Kottlowski pointed out that from 2014 to 2016, there was less activity than normal due to cooler ocean surfaces in "key areas" of the Atlantic. It wasn't necessarily that the entire ocean was cooler -- just the areas important to churning up hurricanes.

Then came 2017.

That season brought forward some heavy hitters: Hurricane Harvey, Hurricane Irma and Hurricane Maria, to name a few. Since then, each season in the Atlantic has churned up at least one Category 5 hurricane.

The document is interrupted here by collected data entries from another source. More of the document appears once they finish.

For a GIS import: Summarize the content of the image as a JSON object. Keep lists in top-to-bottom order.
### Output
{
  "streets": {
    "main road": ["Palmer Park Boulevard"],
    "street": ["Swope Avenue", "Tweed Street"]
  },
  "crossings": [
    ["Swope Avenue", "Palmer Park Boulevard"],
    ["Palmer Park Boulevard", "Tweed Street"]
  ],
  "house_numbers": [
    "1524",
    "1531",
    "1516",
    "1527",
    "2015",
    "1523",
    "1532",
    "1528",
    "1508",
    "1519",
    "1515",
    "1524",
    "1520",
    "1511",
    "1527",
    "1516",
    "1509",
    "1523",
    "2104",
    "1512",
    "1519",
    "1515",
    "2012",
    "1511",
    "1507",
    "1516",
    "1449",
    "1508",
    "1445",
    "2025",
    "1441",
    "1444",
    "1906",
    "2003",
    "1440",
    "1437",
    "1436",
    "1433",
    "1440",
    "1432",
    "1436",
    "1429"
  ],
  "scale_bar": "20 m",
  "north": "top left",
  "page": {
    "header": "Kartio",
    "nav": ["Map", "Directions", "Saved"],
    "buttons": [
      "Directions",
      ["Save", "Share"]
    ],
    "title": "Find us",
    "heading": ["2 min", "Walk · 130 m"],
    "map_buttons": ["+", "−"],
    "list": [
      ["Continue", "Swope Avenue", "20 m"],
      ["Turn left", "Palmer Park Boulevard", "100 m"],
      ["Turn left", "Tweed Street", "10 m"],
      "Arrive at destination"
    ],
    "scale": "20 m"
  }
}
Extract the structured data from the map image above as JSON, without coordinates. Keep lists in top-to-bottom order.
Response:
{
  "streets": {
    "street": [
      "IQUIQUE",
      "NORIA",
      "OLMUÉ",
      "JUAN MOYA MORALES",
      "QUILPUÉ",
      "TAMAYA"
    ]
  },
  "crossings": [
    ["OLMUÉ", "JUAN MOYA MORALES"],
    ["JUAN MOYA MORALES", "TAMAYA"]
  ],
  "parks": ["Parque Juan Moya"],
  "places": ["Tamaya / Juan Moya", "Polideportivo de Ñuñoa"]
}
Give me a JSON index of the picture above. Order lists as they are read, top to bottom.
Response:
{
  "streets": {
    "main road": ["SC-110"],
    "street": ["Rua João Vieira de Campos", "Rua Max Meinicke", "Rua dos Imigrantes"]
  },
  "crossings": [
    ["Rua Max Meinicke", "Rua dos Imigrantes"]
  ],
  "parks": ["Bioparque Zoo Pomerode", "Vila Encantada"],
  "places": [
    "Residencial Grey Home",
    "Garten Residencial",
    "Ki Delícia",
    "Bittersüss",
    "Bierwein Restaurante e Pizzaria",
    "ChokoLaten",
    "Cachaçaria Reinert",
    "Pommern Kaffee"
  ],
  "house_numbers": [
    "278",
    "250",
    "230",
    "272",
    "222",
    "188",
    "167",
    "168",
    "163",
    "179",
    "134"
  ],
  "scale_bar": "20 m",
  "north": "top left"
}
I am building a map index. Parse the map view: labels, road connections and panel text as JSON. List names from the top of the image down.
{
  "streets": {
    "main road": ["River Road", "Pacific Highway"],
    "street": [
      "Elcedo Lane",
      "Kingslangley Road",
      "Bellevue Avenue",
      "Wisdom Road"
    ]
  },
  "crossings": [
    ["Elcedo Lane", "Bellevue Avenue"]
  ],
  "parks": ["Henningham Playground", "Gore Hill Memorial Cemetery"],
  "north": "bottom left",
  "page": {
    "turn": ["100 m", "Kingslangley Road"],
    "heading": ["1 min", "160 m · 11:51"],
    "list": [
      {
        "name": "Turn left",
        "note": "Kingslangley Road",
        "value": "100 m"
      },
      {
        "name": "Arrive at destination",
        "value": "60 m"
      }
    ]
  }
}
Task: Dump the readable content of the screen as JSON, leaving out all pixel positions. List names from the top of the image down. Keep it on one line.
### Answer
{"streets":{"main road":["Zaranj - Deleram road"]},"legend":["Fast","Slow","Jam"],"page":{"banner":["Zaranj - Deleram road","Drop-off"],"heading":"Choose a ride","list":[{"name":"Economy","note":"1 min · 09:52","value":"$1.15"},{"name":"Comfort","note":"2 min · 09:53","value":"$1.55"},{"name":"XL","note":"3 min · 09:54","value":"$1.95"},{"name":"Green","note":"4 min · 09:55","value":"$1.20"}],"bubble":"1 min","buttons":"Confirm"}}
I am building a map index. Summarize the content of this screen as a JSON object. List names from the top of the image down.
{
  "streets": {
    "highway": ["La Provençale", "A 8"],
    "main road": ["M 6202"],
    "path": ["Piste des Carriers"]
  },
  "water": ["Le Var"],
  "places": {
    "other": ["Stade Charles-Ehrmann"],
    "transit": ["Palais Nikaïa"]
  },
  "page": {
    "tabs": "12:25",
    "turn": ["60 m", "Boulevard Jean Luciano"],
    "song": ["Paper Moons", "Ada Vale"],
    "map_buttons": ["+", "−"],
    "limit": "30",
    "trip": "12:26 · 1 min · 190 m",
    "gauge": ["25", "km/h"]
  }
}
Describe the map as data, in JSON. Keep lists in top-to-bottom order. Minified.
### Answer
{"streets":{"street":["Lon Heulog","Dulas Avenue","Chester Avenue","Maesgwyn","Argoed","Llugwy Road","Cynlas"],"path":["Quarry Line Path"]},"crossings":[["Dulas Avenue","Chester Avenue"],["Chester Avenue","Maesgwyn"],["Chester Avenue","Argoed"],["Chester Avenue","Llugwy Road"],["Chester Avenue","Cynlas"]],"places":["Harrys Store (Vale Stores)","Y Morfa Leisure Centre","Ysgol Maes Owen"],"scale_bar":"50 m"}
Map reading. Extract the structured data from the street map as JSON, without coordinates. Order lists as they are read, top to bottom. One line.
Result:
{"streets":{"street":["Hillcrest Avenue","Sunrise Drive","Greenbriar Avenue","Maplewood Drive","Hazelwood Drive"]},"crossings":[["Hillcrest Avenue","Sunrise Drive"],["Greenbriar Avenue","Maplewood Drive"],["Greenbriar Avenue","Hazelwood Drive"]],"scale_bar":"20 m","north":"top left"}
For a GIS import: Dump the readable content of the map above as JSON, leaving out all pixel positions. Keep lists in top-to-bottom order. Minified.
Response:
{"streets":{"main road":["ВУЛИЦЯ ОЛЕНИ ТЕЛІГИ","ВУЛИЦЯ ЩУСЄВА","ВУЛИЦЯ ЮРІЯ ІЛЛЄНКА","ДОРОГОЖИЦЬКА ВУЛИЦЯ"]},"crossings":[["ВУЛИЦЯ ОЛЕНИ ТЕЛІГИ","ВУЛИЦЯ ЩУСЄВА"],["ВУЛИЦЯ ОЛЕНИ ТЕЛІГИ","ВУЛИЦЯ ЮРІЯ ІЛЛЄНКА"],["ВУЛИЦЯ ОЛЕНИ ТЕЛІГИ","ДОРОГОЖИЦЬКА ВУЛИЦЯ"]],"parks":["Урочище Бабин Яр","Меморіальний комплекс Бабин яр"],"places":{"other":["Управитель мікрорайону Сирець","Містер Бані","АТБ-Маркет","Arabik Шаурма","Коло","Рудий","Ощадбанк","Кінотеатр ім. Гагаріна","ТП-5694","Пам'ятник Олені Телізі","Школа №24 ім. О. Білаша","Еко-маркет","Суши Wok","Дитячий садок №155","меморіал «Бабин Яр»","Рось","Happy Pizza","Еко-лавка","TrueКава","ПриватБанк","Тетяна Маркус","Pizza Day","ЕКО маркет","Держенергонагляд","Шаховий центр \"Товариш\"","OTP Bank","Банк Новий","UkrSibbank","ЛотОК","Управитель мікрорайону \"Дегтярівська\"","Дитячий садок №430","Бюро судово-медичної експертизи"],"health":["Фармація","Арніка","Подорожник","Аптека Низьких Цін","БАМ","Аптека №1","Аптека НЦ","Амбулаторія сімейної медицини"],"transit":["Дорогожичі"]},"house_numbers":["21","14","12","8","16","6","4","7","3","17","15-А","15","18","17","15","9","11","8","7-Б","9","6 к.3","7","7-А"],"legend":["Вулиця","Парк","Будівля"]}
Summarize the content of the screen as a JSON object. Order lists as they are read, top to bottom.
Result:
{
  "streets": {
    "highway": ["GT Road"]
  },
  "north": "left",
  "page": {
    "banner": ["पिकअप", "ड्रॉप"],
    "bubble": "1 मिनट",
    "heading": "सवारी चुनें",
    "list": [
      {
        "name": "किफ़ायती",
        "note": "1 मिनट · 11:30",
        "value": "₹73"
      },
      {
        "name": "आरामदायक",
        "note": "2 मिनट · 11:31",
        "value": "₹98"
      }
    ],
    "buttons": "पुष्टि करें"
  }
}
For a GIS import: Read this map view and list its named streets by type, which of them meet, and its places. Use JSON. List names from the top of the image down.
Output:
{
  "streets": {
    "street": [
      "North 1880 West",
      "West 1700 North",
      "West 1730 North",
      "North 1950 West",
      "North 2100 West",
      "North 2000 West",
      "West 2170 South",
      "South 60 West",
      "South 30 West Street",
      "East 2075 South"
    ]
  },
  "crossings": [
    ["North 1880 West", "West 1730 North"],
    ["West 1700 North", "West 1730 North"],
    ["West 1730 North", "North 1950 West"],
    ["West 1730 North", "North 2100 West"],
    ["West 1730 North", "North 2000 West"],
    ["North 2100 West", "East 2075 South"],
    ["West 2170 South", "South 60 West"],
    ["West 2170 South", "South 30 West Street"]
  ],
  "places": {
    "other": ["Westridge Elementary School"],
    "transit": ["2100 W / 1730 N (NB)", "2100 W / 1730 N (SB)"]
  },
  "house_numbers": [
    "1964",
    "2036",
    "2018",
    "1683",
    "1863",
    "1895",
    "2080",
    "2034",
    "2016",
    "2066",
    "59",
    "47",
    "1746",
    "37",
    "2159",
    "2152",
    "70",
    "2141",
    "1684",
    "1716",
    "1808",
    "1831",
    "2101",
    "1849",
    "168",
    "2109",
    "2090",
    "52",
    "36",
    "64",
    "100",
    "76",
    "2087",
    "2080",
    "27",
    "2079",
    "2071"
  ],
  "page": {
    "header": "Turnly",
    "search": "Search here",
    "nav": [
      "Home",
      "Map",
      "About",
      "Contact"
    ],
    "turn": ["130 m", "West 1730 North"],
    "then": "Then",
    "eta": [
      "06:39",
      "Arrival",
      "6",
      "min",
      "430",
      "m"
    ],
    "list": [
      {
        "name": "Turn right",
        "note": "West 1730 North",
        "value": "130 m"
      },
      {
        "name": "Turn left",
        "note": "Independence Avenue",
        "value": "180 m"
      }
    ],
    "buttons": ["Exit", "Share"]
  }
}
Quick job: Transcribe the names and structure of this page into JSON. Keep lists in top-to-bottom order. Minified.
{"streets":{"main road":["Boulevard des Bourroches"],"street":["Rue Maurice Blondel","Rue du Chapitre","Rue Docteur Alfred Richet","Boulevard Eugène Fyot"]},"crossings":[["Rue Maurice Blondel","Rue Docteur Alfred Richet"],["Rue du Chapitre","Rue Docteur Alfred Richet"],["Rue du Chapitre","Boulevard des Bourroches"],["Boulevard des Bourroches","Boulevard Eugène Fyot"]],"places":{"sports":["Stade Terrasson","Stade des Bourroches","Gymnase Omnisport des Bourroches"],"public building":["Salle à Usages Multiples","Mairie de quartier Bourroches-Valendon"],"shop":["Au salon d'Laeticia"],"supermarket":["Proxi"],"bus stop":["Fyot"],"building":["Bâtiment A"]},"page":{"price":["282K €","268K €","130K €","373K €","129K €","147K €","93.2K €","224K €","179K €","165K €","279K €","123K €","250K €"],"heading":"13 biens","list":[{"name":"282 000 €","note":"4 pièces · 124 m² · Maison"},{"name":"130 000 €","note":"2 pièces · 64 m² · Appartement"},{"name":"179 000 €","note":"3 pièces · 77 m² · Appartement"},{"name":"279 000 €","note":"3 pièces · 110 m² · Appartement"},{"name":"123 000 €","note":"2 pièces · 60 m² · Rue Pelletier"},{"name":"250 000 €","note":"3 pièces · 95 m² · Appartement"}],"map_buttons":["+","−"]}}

FILE - This Tuesday, Nov. 10, 2020, satellite image made available by NOAA shows Tropical Storm Eta at 10:40 a.m. EST in the Gulf of Mexico, Theta, right, and a tropical wave to the south that became Tropical Storm Iota. An overheating world obliterated weather records in 2020 — an extreme year for hurricanes, wildfires, heat waves, floods, droughts and ice melt — the United Nations’ weather agency reported Wednesday, Dec. 2, 2020. (NOAA via AP)

"What we have to do is we have to mitigate," Kottlowski said, which would mean building in smarter ways along coastal areas that can withstand higher category storms along with other solutions. That may also mean not building homes or businesses right at the coast, but four or five miles inland to avoid rising storm surge and insurance rates.

Kottlowski warned that now, any storm that develops in the Atlantic or the Gulf of Mexico during the heart of hurricane season shouldn't be underestimated.

"We have to assume," he said, "that these storms could become monsters."